This research examines the feasibility of identifying such a sub-population using routinely recorded primary health care data. Our hypothesis is that patients who later develop pancreatic tumours share similar profiles in terms of early, diffuse, warning signs which are detectable within electronic health records.
Materials and methods
The English National Cancer Registry (CR) was individually linked to Clinical Practice Research Datalink (CPRD). These data were released under national statutory approvals from The Confidentiality Advisory Group (CAG): PIAG 1-05(c)2007, PIAG 3-06(f) 2008 and national ethical approvals from the Research Ethics Committee (REC): 13-LO-0610, 08-H1102-46.
CPRD is a complex, comprehensive database of anonymised electronic health records for individual patients registered at general practices (GP) across the UK. It contains patient demographic information, clinical diagnoses, prescriptions, immunisations, test results and certain information on health and health-seeking behaviours. It is one of the largest sources of continuous patient records available and is broadly representative of patient and practice characteristics in the UK. Research-quality (up-to-standard, UTS) data are available for 13 million patients, five million of whom are currently registered, submitted to the central database by over 600 UK primary care centres. Linkage of CPRD primary care data with other patient level datasets, including cancer registrations, is available for English practices within CPRD who have consented to participate in the linkage scheme.
Case definition and control selection
Cases were defined as patients aged 15–99 years diagnosed with primary pancreatic cancer (ICD-10 code C25) between January 1, 2005 and June 30, 2009 whilst registered with a CPRD practice who had been submitting UTS data for at least two years before their diagnosis (S1 Fig). Controls were patients diagnosed with an unrelated primary cancer at least 18 months after the index date (date of diagnosis of matched PC case) who were similarly registered within a CPRD practice submitting UTS data during the identical chronological period. We excluded patients diagnosed with cancers of the lip, oral cavity and pharynx (ICD-10 codes C00-14), digestive organs (C15-26), respiratory and intrathoracic organs (C30-39), breast (C50) and, female genital organs (C51-58) which share at least one symptom or risk factor with pancreatic cancer. Each case was matched to four controls on the basis of sex and birth cohort ± 2.5 years.

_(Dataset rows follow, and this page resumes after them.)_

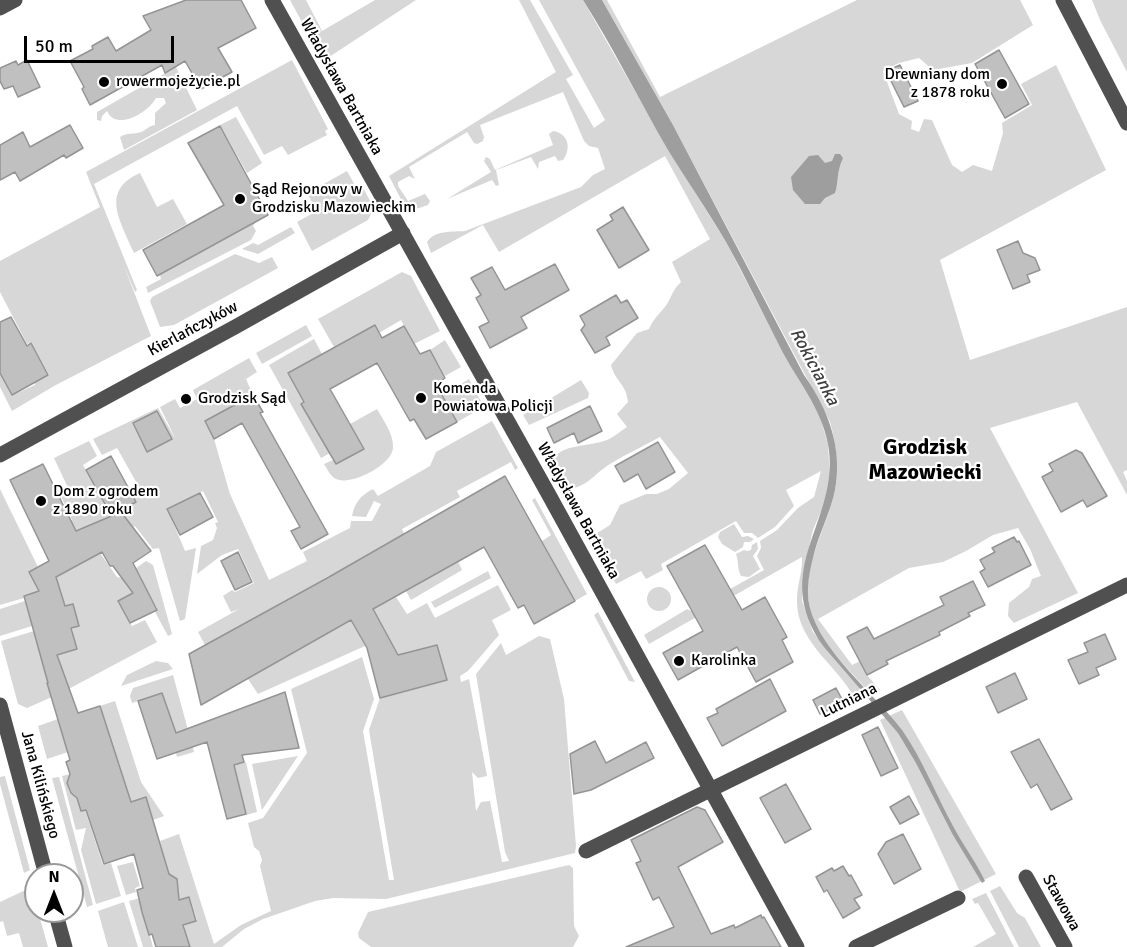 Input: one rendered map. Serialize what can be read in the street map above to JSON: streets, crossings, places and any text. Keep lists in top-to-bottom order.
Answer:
{
  "streets": {
    "street": [
      "Władysława Bartniaka",
      "Kierlańczyków",
      "Lutniana",
      "Jana Kilińskiego",
      "Stawowa"
    ]
  },
  "crossings": [
    ["Władysława Bartniaka", "Kierlańczyków"],
    ["Władysława Bartniaka", "Lutniana"]
  ],
  "districts": ["Grodzisk Mazowiecki"],
  "water": ["Rokicianka"],
  "places": [
    "rowermojeżycie.pl",
    "Drewniany dom z 1878 roku",
    "Sąd Rejonowy w Grodzisku Mazowieckim",
    "Komenda Powiatowa Policji",
    "Grodzisk Sąd",
    "Dom z ogrodem z 1890 roku",
    "Karolinka"
  ],
  "scale_bar": "50 m",
  "north": "top"
} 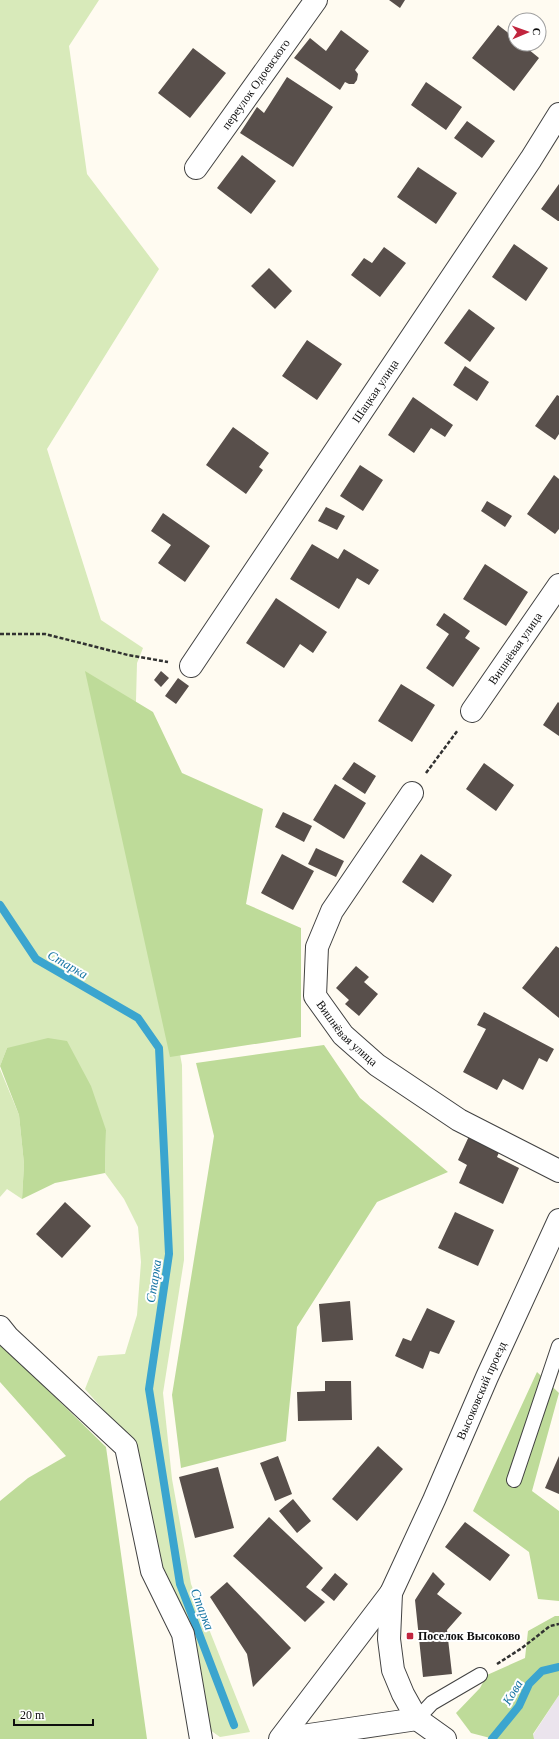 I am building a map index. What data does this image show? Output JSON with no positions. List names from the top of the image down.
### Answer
{
  "streets": {
    "street": [
      "переулок Одоевского",
      "Шацкая улица",
      "Вишнёвая улица",
      "Высоковский проезд"
    ]
  },
  "water": ["Старка", "Кова"],
  "places": {
    "transit": ["Поселок Высоково"]
  },
  "scale_bar": "20 m",
  "north": "right"
} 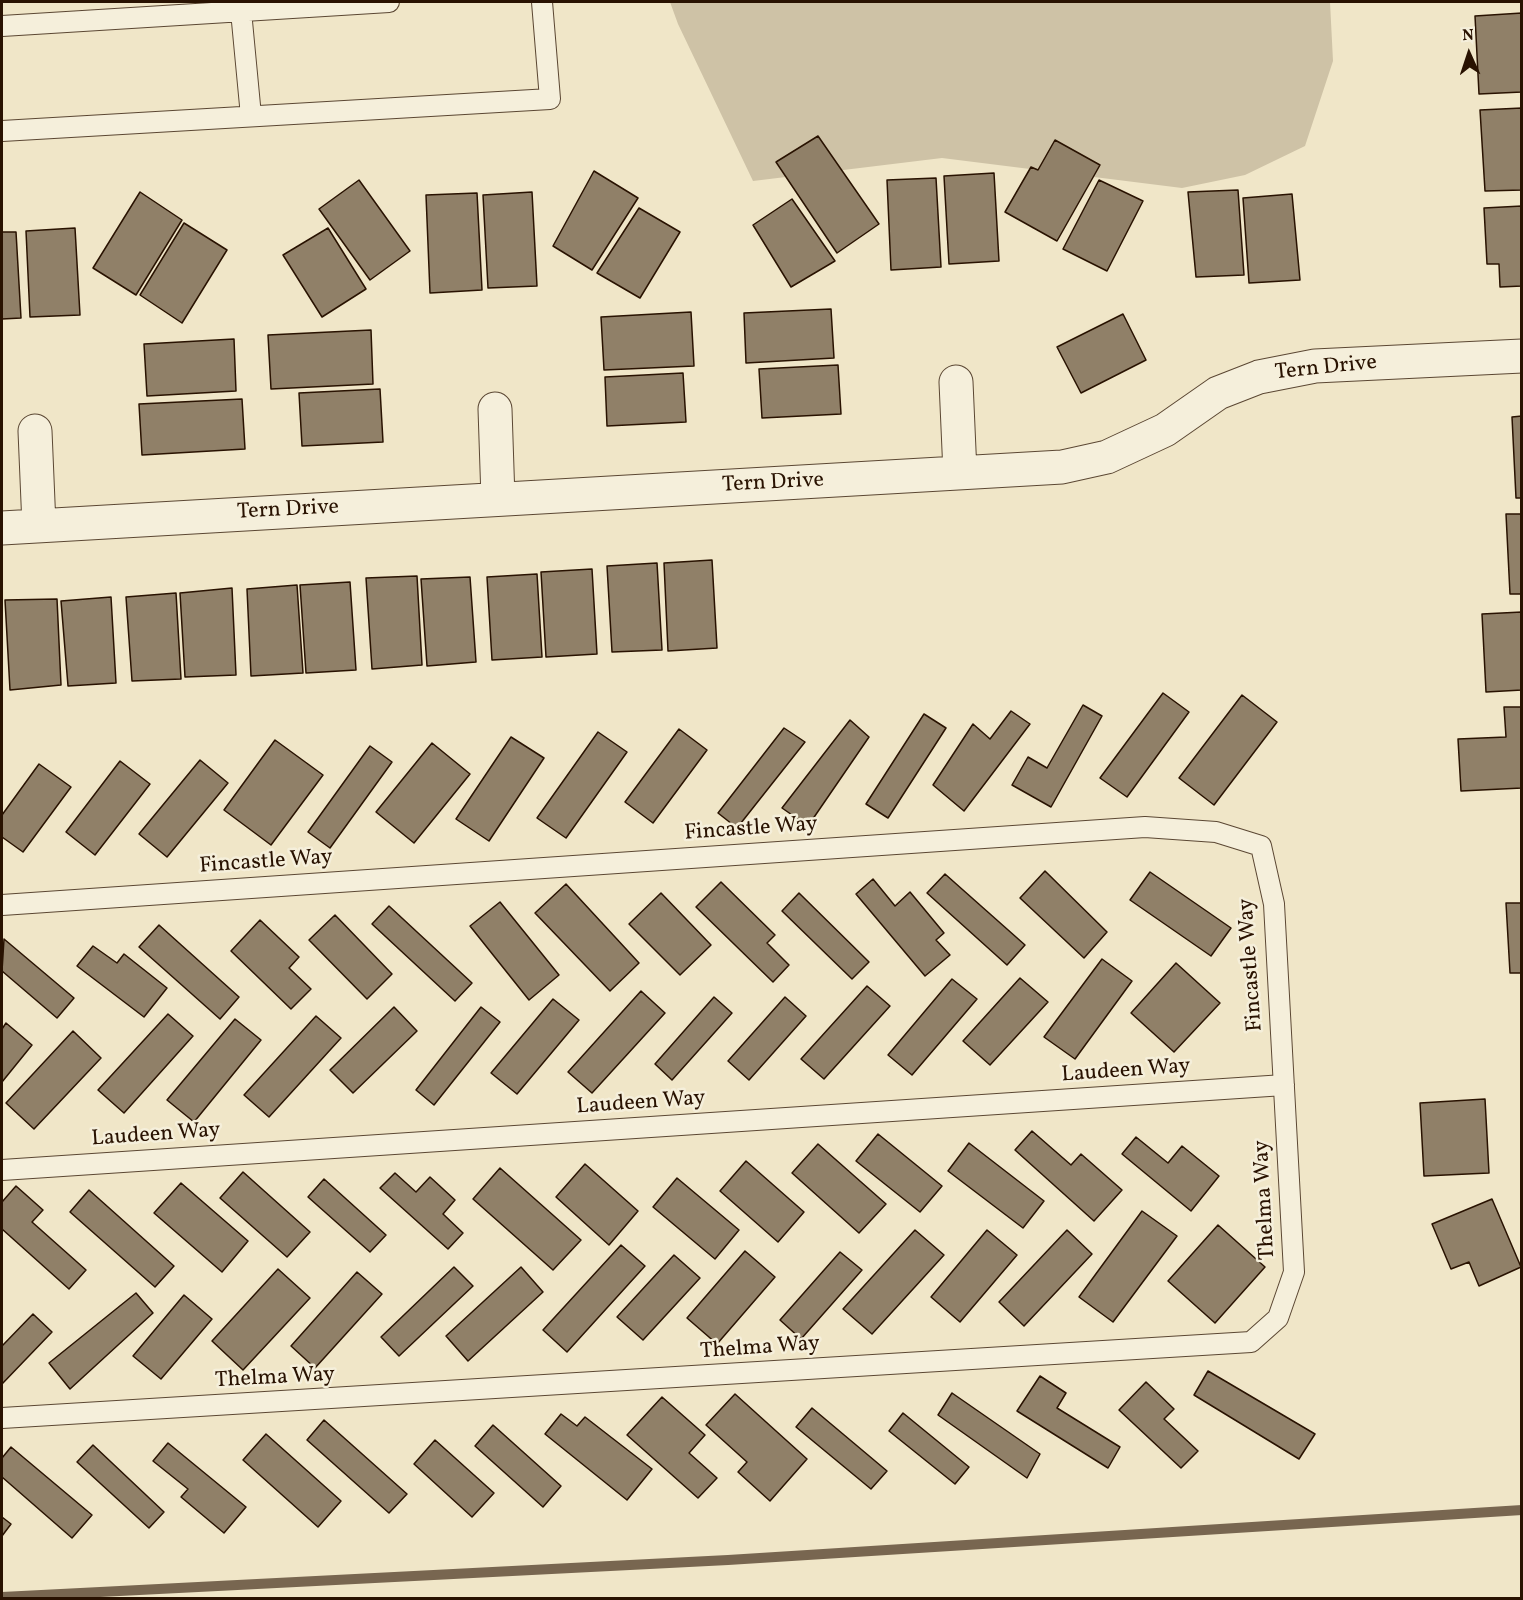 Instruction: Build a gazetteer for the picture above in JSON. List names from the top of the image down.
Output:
{
  "streets": {
    "street": ["Tern Drive"],
    "lane": ["Fincastle Way", "Laudeen Way", "Thelma Way"]
  },
  "crossings": [
    ["Fincastle Way", "Laudeen Way"],
    ["Fincastle Way", "Thelma Way"],
    ["Laudeen Way", "Thelma Way"]
  ],
  "north": "top"
}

We derived symptoms and health statuses of patients known to be associated, or possibly associated with a subsequent diagnosis of pancreatic cancer during the two-year period prior to diagnosis (S1 Table). First, an exhaustive list of medical or product (drug) codes associated with each symptom was derived from the Code Browser using broad search terms. Code lists for frequently studied symptoms and drug use were also obtained via correspondence with authors of published papers as well as from the LSHTM Data Compass , a curated digital repository of research outputs produced by staff and students at the London School of Hygiene & Tropical Medicine (LSHTM) and their collaborators. We also searched for clinical codes on CALIBER  which is a comprehensive, open access resource for UK electronic health records data.

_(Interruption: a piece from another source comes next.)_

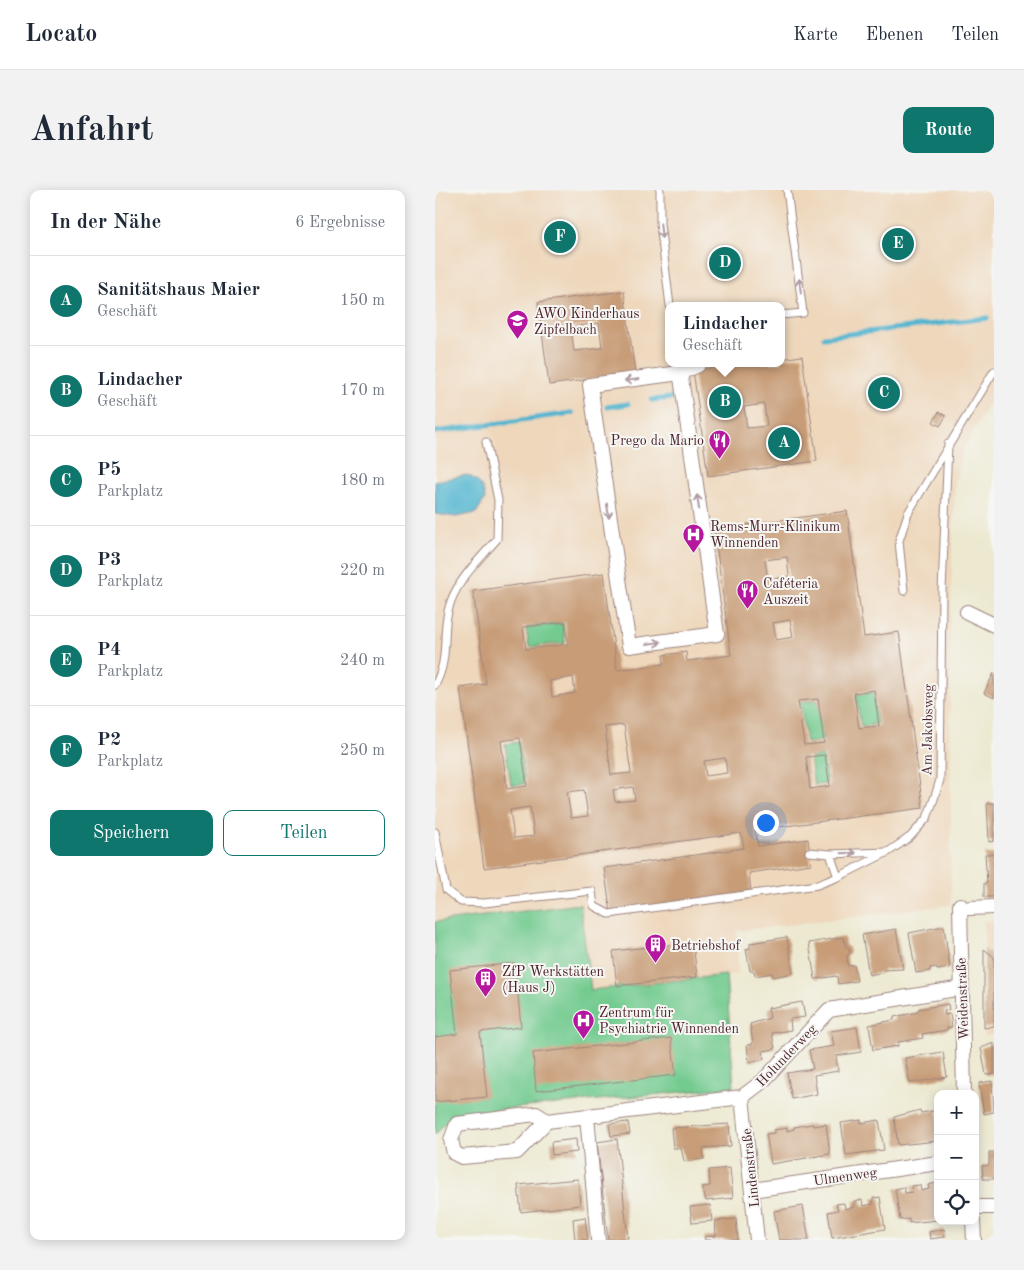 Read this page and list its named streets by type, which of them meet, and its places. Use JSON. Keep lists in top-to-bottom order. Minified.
{"streets":{"street":["Weidenstraße","Holunderweg","Lindenstraße","Ulmenweg"],"lane":["Am Jakobsweg"]},"crossings":[["Weidenstraße","Holunderweg"],["Holunderweg","Lindenstraße"],["Lindenstraße","Ulmenweg"]],"places":{"school or university":["AWO Kinderhaus Zipfelbach"],"restaurant":["Prego da Mario","Caféteria Auszeit"],"hospital":["Rems-Murr-Klinikum Winnenden","Zentrum für Psychiatrie Winnenden"],"building":["Betriebshof","ZfP Werkstätten (Haus J)"]},"page":{"header":"Locato","nav":["Karte","Ebenen","Teilen"],"buttons":["Route",["Speichern","Teilen"]],"title":"Anfahrt","heading":["In der Nähe","6 Ergebnisse"],"pins":["F","E","D","C","B","A"],"list":[{"mark":"A","name":"Sanitätshaus Maier","note":"Geschäft","value":"150 m"},{"mark":"B","name":"Lindacher","note":"Geschäft","value":"170 m"},{"mark":"C","name":"P5","note":"Parkplatz","value":"180 m"},{"mark":"D","name":"P3","note":"Parkplatz","value":"220 m"},{"mark":"E","name":"P4","note":"Parkplatz","value":"240 m"},{"mark":"F","name":"P2","note":"Parkplatz","value":"250 m"}],"popup":["Lindacher","Geschäft"],"map_buttons":["+","−"]}}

Medical and drug prescription codes along with their event dates up to two years prior to index date of pancreatic cancer were extracted using Clinical and Therapy files provided by CPRD. We also searched for useful information in the Additional, Referral and Test files. Codes were assigned to an appropriate symptom to build an analysable data structure. These symptoms aimed to be as comprehensive as possible; derived from both extensive literature searches as well as discussions with our clinical collaborator (SPP). After establishing a clean and exhaustive code list for each symptom and drugs prescribed, the codes were checked for non-repetition across all the different variables. Fifty-three symptoms were coded in this fashion.

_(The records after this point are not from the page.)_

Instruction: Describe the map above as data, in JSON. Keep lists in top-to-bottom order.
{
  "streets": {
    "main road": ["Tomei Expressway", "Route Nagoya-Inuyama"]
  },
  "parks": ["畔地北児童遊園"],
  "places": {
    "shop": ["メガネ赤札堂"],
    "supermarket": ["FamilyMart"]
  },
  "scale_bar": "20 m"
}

We derived patients’ status in relation to smoking, body mass index (BMI) , diabetes and, alcohol consumption using previously-published code lists. We allocated ‘ever smoker’ status if patients had been recorded as being a current smoker or ex-smoker in the past two years prior to index date, whilst ‘ever heavy drinker’ status was similarly attributed to patients recorded as current or ex heavy alcohol consumers. Any recording of BMI in the previous 24 months (or height and weight on the same day) was extracted. If the most recent BMI prior to cancer diagnosis was greater than or equal to 30, the patient’s status was marked as obese. We allocated diabetic status to a patient if (s)he recorded any of the diabetes associated medical codes or were prescribed anti-diabetic drugs during the time window of interest. In addition to medical codes on weight loss entered by the GP, patients were also coded as having experienced weight loss as a symptom if his/her most recent BMI was either five or more per cent lower than their highest recorded BMI or the first BMI in the two years before cancer diagnosis. We used ecologically-derived measures of income deprivation for each person using quintiles of the income domain score from the English Indices of Multiple Deprivation 2004, 2007 and, 2010 . Deprivation categories were derived from the score temporally closest to each person’s index date on the basis of their residential address. The consultation file was used to calculate the total number of appointments a patient had with a doctor at the GP surgery within the time period under study.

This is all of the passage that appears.